EXERCISE OBJECTIVE →
Return only the lines starting at the line that contains "Instruction: Describe the" and ending with the final line of the listing; include both endpoints.
□ □ □ □
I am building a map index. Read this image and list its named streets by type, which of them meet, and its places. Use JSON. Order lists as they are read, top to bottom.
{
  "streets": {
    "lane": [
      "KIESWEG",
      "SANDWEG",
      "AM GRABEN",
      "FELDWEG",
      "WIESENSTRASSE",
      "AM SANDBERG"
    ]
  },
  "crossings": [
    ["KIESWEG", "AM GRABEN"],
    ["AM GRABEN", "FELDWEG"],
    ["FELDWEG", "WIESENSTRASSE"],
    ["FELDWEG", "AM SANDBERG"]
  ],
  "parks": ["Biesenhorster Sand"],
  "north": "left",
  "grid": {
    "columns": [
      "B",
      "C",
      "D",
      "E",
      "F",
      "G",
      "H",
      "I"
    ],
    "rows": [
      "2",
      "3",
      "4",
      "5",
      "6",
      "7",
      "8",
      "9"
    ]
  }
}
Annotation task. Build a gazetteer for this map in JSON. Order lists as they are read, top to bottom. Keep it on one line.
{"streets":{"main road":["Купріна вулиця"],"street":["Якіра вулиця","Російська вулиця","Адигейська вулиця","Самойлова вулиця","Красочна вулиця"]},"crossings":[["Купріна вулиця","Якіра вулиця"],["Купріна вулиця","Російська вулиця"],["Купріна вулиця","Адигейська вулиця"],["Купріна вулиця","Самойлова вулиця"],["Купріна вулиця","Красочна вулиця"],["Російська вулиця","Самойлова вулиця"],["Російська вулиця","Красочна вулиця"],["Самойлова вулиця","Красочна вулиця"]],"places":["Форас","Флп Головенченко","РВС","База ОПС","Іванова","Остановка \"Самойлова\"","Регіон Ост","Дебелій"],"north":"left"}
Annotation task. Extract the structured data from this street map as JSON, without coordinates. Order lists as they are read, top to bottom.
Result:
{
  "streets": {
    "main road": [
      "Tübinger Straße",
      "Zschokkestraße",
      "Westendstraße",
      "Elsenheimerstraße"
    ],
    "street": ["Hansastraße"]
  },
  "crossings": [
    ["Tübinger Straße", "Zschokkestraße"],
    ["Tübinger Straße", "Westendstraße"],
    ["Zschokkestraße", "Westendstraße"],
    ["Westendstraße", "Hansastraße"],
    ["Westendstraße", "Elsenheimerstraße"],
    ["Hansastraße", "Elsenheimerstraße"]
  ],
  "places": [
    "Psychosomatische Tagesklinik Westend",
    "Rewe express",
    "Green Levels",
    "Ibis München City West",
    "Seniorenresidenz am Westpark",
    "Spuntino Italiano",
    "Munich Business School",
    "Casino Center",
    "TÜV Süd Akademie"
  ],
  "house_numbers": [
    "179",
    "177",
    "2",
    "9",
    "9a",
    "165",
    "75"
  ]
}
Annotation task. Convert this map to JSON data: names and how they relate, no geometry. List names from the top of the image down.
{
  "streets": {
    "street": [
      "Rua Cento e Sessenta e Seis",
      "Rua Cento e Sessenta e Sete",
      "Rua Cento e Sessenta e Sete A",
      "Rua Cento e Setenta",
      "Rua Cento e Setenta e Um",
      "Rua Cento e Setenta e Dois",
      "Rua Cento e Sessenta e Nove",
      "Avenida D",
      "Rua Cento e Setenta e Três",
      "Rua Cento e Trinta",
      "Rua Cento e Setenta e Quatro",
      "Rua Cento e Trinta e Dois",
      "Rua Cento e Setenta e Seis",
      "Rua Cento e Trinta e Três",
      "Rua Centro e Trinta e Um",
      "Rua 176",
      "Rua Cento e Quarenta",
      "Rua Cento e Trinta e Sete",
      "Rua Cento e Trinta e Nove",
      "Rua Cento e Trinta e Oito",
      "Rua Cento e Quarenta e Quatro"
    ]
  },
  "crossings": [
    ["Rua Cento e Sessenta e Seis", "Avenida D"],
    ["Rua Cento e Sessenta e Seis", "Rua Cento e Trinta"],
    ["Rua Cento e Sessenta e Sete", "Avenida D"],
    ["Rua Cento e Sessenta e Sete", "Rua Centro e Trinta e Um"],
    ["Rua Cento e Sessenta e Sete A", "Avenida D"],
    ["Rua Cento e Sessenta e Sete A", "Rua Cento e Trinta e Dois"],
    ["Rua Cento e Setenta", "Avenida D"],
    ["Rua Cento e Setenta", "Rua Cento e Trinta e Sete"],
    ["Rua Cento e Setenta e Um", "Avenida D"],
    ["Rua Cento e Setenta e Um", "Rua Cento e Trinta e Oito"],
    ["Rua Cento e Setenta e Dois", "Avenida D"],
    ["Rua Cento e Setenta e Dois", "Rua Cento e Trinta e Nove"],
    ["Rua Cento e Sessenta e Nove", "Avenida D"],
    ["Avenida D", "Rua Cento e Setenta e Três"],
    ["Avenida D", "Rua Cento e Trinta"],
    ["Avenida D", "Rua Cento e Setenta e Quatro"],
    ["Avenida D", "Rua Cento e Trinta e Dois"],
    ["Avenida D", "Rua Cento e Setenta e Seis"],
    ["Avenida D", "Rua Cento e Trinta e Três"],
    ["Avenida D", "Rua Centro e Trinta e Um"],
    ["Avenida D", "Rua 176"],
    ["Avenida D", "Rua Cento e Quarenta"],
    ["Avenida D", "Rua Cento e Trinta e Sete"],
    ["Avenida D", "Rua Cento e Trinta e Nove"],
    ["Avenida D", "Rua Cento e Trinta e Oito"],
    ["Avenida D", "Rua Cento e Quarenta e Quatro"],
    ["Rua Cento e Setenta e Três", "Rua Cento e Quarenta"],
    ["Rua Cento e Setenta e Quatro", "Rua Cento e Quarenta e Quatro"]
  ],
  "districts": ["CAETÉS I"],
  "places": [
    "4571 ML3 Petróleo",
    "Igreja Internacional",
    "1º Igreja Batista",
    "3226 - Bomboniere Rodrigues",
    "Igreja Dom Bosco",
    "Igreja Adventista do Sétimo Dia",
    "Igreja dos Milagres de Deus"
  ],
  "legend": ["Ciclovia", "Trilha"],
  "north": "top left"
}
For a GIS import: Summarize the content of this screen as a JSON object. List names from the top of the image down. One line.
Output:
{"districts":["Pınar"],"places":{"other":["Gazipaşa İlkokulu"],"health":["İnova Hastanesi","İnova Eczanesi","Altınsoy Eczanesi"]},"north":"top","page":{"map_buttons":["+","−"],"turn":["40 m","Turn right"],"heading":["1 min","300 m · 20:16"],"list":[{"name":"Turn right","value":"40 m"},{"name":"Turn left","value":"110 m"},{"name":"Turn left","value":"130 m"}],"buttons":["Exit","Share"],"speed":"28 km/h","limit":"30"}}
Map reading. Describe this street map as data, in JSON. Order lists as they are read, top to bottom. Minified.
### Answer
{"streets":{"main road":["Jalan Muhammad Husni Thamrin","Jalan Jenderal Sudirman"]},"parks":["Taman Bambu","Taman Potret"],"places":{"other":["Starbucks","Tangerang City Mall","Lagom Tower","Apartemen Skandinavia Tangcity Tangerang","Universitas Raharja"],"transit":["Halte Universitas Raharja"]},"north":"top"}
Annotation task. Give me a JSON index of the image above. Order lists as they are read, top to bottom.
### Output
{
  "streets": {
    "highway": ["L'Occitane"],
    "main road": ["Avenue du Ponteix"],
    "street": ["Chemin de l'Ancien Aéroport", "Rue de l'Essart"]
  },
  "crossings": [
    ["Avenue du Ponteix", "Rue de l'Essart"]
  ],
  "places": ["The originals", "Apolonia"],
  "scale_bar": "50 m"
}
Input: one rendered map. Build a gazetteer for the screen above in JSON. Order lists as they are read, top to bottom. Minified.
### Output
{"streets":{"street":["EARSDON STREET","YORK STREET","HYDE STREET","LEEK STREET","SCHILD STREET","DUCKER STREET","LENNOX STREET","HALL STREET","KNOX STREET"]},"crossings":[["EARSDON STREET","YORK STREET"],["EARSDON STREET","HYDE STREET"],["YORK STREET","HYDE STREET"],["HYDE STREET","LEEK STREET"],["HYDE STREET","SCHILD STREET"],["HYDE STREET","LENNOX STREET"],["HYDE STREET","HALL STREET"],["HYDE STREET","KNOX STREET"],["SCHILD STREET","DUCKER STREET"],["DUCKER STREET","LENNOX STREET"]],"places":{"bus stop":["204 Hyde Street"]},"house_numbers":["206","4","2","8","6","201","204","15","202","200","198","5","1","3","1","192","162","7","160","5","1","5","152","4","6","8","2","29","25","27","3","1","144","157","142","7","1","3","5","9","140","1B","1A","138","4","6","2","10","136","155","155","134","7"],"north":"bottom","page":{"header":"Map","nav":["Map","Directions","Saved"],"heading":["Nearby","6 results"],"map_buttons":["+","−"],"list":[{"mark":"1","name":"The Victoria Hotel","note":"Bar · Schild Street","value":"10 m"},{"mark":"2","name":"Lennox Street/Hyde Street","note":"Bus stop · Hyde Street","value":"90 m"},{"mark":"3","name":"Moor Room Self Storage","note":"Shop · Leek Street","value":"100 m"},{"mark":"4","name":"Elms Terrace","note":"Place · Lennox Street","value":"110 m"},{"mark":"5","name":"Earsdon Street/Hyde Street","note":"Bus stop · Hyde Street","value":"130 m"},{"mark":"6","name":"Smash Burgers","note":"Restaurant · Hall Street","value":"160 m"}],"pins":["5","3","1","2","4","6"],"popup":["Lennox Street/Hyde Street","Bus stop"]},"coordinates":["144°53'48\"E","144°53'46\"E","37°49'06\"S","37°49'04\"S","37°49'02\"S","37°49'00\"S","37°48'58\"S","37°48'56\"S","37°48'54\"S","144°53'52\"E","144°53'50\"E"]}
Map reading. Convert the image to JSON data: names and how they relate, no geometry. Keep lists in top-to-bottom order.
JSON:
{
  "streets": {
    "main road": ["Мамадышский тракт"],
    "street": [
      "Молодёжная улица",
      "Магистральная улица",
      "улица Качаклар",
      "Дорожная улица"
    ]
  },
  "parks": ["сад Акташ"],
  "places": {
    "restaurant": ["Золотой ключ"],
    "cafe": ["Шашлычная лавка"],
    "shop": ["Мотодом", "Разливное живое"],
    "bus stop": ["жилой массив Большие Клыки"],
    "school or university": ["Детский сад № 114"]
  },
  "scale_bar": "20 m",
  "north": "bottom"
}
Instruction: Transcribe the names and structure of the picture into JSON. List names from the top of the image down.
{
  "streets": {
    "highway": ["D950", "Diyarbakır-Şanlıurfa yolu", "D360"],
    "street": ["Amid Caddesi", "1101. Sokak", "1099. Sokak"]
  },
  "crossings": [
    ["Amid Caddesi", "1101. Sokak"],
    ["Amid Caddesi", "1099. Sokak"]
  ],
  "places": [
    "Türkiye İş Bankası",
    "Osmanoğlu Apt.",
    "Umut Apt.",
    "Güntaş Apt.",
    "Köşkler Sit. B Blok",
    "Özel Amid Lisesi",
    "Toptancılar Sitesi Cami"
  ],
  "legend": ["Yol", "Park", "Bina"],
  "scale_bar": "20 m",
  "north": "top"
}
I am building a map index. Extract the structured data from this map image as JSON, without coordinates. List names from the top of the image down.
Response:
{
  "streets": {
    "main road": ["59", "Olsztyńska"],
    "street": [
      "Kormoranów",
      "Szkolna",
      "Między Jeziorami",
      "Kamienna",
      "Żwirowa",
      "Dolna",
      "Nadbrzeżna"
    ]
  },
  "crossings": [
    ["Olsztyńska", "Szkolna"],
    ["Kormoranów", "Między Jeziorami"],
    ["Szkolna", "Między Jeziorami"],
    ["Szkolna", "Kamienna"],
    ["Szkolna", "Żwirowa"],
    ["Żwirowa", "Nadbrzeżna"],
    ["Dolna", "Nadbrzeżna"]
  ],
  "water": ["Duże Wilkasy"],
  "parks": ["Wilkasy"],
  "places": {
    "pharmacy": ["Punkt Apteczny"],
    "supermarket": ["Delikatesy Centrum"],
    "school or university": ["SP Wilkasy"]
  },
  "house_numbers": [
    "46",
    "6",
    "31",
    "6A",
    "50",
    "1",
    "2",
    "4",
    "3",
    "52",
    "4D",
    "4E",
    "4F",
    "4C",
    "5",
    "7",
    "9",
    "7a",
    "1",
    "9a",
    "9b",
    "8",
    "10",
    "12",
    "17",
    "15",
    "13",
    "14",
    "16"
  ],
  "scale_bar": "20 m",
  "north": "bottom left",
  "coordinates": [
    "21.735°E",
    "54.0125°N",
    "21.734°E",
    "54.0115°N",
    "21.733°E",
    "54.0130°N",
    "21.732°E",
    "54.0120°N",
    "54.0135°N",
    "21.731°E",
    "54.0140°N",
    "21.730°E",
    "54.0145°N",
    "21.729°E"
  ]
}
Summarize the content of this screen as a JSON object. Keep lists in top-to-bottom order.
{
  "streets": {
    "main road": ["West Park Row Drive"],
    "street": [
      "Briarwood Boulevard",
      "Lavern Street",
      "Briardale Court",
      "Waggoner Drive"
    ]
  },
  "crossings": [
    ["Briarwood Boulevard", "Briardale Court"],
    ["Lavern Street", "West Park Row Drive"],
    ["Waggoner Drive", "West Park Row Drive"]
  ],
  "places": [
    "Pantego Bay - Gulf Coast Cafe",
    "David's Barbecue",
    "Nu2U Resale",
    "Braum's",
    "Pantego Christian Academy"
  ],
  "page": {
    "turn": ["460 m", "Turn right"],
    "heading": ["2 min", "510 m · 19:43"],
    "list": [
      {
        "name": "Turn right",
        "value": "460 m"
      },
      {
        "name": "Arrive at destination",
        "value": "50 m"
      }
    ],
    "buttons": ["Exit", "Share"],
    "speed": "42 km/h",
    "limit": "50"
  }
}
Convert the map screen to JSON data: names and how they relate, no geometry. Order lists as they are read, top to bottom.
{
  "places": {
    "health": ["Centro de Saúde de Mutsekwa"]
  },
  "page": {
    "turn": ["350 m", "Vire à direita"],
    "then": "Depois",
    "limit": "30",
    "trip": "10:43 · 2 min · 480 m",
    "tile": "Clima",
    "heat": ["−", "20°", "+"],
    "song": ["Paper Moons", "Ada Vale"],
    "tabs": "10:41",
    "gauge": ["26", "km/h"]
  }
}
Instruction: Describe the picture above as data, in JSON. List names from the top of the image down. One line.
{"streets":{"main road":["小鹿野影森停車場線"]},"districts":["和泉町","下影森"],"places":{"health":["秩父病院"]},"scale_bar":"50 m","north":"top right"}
□ □ □ □
THE ANSWER →
Instruction: Describe the picture above as data, in JSON. List names from the top of the image down. One line.
{"streets":{"main road":["小鹿野影森停車場線"]},"districts":["和泉町","下影森"],"places":{"health":["秩父病院"]},"scale_bar":"50 m","north":"top right"}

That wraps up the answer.